→ What is required: A stretch of the entries below is to be set down exactly, running from the line with "Quick job: Convert" through the line with "Map reading. What", both included, and no other line.

Stored data entries:
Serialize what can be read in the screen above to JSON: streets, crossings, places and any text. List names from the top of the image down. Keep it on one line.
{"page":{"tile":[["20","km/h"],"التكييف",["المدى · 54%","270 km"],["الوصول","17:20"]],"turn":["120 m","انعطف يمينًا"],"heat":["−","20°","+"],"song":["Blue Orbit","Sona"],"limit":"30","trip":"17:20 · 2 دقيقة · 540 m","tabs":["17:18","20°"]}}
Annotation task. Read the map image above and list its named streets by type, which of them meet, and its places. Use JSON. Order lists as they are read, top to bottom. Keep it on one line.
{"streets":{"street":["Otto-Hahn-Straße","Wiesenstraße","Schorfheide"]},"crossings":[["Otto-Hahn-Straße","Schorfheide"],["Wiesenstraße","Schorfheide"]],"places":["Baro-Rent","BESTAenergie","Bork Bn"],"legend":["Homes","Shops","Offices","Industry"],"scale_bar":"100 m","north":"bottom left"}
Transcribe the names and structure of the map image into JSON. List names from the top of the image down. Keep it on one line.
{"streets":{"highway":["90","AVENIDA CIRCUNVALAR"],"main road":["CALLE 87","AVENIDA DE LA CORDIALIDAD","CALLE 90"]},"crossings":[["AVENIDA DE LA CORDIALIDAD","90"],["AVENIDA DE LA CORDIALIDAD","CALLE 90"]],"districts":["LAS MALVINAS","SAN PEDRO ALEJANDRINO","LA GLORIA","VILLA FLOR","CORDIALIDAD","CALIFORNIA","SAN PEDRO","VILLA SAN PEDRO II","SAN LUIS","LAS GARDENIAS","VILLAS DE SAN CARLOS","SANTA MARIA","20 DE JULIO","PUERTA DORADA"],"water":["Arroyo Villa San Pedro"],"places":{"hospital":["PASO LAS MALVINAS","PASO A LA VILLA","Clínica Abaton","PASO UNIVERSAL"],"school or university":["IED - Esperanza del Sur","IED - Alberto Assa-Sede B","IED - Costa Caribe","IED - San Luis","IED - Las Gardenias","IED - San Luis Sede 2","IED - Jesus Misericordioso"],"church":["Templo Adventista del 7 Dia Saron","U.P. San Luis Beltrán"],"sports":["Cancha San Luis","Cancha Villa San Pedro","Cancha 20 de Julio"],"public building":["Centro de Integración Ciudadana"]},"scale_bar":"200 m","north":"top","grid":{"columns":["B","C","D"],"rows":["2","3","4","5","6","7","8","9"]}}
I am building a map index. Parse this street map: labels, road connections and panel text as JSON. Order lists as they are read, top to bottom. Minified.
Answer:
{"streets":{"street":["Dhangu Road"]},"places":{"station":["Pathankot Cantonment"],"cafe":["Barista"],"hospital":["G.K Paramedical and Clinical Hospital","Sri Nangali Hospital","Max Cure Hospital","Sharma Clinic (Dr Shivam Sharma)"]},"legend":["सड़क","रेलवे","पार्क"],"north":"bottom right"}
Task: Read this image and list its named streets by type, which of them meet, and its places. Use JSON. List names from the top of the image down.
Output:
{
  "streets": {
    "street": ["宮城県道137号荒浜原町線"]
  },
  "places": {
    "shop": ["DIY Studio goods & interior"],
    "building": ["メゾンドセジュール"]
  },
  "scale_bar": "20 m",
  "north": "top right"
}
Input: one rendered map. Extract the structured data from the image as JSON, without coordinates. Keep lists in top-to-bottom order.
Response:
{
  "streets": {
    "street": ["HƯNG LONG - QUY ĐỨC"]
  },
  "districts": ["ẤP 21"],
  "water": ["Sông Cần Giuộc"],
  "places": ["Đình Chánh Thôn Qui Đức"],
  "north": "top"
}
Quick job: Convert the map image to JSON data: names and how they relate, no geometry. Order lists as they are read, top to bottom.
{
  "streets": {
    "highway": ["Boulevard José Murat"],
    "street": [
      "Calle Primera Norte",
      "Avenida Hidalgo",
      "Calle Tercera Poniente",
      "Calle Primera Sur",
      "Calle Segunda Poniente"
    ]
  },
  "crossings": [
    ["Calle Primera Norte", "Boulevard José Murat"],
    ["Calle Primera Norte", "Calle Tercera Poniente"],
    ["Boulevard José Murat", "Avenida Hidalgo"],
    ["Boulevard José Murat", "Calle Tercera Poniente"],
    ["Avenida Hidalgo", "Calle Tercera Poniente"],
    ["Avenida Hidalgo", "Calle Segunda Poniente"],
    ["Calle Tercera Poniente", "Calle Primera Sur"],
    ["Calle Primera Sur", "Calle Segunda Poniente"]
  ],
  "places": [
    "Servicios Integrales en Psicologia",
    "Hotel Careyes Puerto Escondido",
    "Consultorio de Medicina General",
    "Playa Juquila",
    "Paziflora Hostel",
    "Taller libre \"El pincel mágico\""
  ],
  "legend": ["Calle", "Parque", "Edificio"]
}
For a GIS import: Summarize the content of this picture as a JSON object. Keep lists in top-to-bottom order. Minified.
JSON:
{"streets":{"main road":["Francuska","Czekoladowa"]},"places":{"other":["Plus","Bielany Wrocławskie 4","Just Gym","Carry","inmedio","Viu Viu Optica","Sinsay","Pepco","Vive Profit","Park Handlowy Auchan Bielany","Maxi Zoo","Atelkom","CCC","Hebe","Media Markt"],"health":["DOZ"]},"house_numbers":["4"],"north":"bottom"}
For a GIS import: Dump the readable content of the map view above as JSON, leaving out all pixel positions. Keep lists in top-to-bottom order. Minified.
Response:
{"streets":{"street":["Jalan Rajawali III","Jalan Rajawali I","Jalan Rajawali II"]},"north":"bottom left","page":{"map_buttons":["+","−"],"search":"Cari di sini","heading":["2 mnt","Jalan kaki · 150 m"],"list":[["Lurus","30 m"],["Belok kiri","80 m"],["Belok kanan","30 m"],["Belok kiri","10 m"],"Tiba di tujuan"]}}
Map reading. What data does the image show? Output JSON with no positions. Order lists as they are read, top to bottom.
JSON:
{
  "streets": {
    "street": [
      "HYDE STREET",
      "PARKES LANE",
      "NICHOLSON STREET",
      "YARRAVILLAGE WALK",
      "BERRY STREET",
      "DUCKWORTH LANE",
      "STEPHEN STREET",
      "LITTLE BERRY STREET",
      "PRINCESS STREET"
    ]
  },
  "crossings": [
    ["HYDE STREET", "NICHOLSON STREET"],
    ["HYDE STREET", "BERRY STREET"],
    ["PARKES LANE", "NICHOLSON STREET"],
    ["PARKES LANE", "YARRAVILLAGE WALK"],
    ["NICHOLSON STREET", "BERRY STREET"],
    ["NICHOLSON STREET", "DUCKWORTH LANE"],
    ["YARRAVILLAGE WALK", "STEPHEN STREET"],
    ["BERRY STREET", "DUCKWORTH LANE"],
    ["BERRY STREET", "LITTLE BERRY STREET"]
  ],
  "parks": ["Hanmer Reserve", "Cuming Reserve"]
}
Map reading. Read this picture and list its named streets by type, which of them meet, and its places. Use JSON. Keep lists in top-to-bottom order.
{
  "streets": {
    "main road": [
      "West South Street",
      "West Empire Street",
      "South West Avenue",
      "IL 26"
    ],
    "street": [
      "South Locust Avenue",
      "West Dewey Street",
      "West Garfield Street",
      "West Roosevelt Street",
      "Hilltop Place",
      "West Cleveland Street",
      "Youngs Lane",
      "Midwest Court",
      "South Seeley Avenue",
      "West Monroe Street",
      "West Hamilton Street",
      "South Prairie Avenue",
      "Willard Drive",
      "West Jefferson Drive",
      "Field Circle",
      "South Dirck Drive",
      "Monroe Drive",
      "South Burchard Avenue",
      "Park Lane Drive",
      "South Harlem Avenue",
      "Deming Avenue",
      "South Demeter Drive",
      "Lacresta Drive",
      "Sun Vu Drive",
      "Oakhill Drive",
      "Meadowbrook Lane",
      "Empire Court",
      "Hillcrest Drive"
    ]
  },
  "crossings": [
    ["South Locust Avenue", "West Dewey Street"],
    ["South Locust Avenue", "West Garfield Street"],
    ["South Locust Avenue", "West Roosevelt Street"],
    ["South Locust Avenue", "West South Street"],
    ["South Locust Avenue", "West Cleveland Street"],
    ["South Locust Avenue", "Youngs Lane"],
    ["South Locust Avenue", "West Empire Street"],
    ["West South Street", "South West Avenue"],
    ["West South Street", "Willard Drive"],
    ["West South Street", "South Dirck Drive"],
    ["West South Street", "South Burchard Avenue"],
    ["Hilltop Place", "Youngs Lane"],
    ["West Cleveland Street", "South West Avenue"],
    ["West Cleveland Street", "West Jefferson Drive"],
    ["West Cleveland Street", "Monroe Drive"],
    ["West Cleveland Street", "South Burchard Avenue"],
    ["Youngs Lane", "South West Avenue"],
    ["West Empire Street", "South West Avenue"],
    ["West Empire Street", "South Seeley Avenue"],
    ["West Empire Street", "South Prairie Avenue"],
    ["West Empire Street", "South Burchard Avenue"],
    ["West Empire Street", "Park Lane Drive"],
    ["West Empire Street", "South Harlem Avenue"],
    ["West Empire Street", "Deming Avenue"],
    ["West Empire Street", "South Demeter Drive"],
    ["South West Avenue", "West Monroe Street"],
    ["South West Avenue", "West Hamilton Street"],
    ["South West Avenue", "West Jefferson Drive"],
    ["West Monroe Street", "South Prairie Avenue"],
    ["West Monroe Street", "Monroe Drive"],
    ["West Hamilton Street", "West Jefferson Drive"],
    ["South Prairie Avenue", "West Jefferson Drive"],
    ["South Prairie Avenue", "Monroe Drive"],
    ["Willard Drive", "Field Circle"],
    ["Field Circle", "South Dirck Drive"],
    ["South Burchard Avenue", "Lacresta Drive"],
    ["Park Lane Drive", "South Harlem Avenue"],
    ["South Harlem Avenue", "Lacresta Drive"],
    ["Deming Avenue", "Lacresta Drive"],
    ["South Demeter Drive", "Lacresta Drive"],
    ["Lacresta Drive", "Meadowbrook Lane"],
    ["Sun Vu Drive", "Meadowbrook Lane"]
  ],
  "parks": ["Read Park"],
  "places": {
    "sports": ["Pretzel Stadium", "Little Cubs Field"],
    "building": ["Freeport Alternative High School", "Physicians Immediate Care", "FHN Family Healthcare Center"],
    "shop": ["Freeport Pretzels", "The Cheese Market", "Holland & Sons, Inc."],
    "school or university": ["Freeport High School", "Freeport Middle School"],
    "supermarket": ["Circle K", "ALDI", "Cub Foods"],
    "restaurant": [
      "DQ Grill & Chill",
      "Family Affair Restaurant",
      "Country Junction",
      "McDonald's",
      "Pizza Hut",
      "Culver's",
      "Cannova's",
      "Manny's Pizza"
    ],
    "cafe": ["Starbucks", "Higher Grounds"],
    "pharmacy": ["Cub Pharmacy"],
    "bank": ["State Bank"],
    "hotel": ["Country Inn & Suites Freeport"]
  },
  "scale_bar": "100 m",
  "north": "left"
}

→ Reply to the exercise:
Quick job: Convert the map image to JSON data: names and how they relate, no geometry. Order lists as they are read, top to bottom.
{
  "streets": {
    "highway": ["Boulevard José Murat"],
    "street": [
      "Calle Primera Norte",
      "Avenida Hidalgo",
      "Calle Tercera Poniente",
      "Calle Primera Sur",
      "Calle Segunda Poniente"
    ]
  },
  "crossings": [
    ["Calle Primera Norte", "Boulevard José Murat"],
    ["Calle Primera Norte", "Calle Tercera Poniente"],
    ["Boulevard José Murat", "Avenida Hidalgo"],
    ["Boulevard José Murat", "Calle Tercera Poniente"],
    ["Avenida Hidalgo", "Calle Tercera Poniente"],
    ["Avenida Hidalgo", "Calle Segunda Poniente"],
    ["Calle Tercera Poniente", "Calle Primera Sur"],
    ["Calle Primera Sur", "Calle Segunda Poniente"]
  ],
  "places": [
    "Servicios Integrales en Psicologia",
    "Hotel Careyes Puerto Escondido",
    "Consultorio de Medicina General",
    "Playa Juquila",
    "Paziflora Hostel",
    "Taller libre \"El pincel mágico\""
  ],
  "legend": ["Calle", "Parque", "Edificio"]
}
For a GIS import: Summarize the content of this picture as a JSON object. Keep lists in top-to-bottom order. Minified.
JSON:
{"streets":{"main road":["Francuska","Czekoladowa"]},"places":{"other":["Plus","Bielany Wrocławskie 4","Just Gym","Carry","inmedio","Viu Viu Optica","Sinsay","Pepco","Vive Profit","Park Handlowy Auchan Bielany","Maxi Zoo","Atelkom","CCC","Hebe","Media Markt"],"health":["DOZ"]},"house_numbers":["4"],"north":"bottom"}
For a GIS import: Dump the readable content of the map view above as JSON, leaving out all pixel positions. Keep lists in top-to-bottom order. Minified.
Response:
{"streets":{"street":["Jalan Rajawali III","Jalan Rajawali I","Jalan Rajawali II"]},"north":"bottom left","page":{"map_buttons":["+","−"],"search":"Cari di sini","heading":["2 mnt","Jalan kaki · 150 m"],"list":[["Lurus","30 m"],["Belok kiri","80 m"],["Belok kanan","30 m"],["Belok kiri","10 m"],"Tiba di tujuan"]}}
Map reading. What data does the image show? Output JSON with no positions. Order lists as they are read, top to bottom.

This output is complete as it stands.